Cramps start in my arms and legs, but all I can do is shiver under the straps.
I can’t move an inch. When will someone come for me? I mean, if I’m Frankenstein’s
monster, there has to be a Frankenstein somewhere, doesn’t there?
I wait and wait, but no one comes. Then it occurs to me. What if I’m the trial run,
the monster that didn’t work? What if Dr. Frankenstein isn’t coming back?
“Help me!” I try to yell. But no words come out of my mouth.
Did the doctor just not get around to giving me a voice?
Which makes me wonder—what else did he forget to give me? I try to lift my head to
look down at my body. Two legs. Two arms. Fingers and toes. It’s all there as far as
I can see. But what about inside? I can’t see there.
I hold my breath for a long while, listening for the slightest sound.
But there is nothing. It is absolutely still in the laboratory and all around it.
How long before I die of thirst? Or starvation?
But I am only a monster, I think. I don’t need to eat. I don’t need to drink.
I don’t need to speak. I will live forever, strapped on this table. Alone.
I pull at the bands frantically, trying to get free. I wonder if I can rip my hands
off and pull the stumps through, but the doctor has sewn them on too tightly.
They aren’t human hands, made of flesh and blood. They’re made of rubber and steel
and I’m not strong enough to tear them apart.
After a long while, I give up and lay back again on the table. I close my eyes and
tell myself that it doesn’t matter. I can learn to live this way. I have to.
Chapter One:
I wake up late the next morning and make myself get up and dressed.
My tongue feels coated so thick that I can’t talk to anyone I see in the halls.
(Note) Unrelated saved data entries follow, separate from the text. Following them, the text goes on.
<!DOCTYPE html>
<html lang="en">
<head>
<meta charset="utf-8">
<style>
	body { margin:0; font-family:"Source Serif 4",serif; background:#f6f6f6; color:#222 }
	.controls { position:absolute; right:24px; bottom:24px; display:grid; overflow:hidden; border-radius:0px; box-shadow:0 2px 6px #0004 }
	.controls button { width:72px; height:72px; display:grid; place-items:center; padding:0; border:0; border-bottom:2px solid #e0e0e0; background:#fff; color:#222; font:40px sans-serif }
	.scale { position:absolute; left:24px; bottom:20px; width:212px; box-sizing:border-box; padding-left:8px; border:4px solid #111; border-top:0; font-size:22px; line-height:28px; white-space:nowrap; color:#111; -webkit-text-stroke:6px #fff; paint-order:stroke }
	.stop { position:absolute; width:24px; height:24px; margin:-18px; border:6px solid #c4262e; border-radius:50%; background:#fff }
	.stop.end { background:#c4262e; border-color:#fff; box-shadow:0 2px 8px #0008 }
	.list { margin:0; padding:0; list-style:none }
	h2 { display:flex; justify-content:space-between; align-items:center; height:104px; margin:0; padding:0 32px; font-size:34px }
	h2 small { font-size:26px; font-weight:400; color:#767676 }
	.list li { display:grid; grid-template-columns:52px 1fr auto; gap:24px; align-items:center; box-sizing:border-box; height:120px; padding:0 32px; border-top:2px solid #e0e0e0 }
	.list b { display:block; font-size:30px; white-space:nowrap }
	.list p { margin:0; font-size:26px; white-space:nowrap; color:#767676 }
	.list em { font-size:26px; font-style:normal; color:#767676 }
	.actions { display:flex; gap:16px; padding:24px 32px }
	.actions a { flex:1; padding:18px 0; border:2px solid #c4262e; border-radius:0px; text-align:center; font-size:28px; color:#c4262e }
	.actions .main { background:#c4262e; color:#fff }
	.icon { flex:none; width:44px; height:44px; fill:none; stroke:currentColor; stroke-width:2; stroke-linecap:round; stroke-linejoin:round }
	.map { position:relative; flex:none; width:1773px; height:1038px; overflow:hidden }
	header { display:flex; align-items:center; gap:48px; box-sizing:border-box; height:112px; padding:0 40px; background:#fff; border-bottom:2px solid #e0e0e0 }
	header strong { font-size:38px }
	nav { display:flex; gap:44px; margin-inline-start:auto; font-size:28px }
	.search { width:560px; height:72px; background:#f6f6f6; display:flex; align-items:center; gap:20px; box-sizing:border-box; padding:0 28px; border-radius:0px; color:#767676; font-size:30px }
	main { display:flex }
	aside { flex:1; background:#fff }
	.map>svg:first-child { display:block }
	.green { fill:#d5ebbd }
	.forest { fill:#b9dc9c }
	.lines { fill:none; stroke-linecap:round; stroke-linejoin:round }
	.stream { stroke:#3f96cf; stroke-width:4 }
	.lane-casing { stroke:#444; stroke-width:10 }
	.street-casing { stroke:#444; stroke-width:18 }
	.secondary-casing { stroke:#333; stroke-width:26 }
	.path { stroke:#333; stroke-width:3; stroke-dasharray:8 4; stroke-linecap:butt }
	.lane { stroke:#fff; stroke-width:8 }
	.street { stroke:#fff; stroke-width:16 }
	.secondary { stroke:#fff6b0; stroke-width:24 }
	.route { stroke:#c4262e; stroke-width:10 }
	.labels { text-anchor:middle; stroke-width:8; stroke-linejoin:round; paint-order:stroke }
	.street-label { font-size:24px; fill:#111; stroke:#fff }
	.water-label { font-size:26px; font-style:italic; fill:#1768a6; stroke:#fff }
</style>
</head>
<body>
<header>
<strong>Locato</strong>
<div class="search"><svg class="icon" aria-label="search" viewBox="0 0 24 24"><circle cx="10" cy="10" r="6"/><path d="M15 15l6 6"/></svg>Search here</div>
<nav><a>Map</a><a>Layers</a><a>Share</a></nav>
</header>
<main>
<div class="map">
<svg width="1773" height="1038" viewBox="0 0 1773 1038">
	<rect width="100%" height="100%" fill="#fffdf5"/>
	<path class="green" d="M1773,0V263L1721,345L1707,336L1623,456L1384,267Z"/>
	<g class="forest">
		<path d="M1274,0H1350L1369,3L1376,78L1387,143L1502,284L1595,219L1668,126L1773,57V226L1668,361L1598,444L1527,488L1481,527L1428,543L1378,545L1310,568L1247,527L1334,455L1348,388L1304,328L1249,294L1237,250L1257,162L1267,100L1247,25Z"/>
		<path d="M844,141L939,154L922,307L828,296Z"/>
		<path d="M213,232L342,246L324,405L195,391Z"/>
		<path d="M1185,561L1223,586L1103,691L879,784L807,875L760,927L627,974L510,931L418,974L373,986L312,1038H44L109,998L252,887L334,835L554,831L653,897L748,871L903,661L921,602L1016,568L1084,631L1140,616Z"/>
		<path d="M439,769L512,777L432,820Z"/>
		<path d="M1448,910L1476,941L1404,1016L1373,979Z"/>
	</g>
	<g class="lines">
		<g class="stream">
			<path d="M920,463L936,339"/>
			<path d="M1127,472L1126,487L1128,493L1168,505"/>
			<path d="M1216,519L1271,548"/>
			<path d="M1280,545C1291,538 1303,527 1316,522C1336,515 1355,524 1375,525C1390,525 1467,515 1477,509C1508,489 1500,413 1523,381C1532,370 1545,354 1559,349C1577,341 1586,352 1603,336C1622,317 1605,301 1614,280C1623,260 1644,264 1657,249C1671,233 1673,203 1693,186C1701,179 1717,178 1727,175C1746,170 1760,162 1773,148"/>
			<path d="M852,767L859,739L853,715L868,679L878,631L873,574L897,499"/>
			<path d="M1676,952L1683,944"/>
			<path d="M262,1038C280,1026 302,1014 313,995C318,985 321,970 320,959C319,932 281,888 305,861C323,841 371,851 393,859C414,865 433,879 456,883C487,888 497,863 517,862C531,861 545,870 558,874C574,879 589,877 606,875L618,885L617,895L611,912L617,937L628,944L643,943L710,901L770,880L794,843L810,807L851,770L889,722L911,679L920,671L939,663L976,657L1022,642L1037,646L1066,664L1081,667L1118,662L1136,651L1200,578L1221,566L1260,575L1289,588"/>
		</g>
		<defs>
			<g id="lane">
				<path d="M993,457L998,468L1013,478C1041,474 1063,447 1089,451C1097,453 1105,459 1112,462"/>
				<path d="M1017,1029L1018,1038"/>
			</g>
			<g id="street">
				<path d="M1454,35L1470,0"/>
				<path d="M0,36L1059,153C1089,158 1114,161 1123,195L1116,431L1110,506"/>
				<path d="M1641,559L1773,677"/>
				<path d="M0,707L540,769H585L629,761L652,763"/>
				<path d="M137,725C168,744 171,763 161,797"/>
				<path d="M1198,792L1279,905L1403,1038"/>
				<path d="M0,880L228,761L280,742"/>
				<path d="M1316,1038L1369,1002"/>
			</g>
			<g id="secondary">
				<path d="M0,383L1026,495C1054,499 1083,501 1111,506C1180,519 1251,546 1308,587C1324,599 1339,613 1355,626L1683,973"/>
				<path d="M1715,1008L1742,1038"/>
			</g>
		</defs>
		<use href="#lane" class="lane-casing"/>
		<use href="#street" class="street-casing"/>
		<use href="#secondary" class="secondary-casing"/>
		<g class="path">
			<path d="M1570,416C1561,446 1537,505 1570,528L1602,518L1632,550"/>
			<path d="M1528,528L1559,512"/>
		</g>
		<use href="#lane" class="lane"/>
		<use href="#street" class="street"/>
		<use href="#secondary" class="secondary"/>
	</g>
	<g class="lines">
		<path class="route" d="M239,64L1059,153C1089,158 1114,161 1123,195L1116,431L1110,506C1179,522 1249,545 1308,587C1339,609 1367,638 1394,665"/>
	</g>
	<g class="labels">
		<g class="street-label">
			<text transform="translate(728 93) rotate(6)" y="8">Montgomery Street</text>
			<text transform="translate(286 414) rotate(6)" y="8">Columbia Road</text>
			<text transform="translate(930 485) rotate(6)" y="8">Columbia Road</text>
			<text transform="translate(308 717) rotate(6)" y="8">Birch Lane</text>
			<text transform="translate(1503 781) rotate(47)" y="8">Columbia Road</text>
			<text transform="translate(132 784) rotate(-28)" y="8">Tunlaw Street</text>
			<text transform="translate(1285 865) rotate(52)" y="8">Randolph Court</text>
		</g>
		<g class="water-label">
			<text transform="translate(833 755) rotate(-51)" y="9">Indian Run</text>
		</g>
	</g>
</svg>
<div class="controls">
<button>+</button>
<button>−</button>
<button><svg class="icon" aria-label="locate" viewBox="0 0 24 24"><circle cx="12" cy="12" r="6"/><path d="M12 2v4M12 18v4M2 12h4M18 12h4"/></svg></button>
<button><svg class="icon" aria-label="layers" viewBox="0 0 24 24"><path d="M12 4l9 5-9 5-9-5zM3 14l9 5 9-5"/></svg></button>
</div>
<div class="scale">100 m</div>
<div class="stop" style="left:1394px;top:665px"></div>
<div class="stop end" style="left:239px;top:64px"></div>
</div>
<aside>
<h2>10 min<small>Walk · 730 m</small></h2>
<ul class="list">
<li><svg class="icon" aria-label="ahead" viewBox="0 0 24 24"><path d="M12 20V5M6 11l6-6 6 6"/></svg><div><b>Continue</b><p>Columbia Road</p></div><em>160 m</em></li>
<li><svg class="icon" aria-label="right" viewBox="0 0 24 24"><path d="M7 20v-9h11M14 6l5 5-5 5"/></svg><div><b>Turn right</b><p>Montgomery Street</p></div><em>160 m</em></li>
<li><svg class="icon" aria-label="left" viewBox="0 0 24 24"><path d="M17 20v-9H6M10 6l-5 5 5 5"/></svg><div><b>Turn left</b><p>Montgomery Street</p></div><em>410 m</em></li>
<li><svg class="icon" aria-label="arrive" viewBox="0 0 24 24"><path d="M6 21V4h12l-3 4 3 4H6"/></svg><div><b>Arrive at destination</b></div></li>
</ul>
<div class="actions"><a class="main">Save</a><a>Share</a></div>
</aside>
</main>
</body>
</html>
It doesn’t matter. Talking’s not important right now.
First things first. And right now, I have to get out. I rub at my arms,
reminding myself that the straps were part of the dream. They’re not real.
Still, I can’t bear to lace my sneakers up tightly. I leave them loose and tuck the
ties in the sides. Then I push open the door of the home, take a breath of city air,
and run.
It is a wonderful feeling, running. I’m no rubber and steel monster out here.
I can feel the blood rushing through my veins, and my feet are throbbing by the
time I am finished, the skin raw and fragile. Human.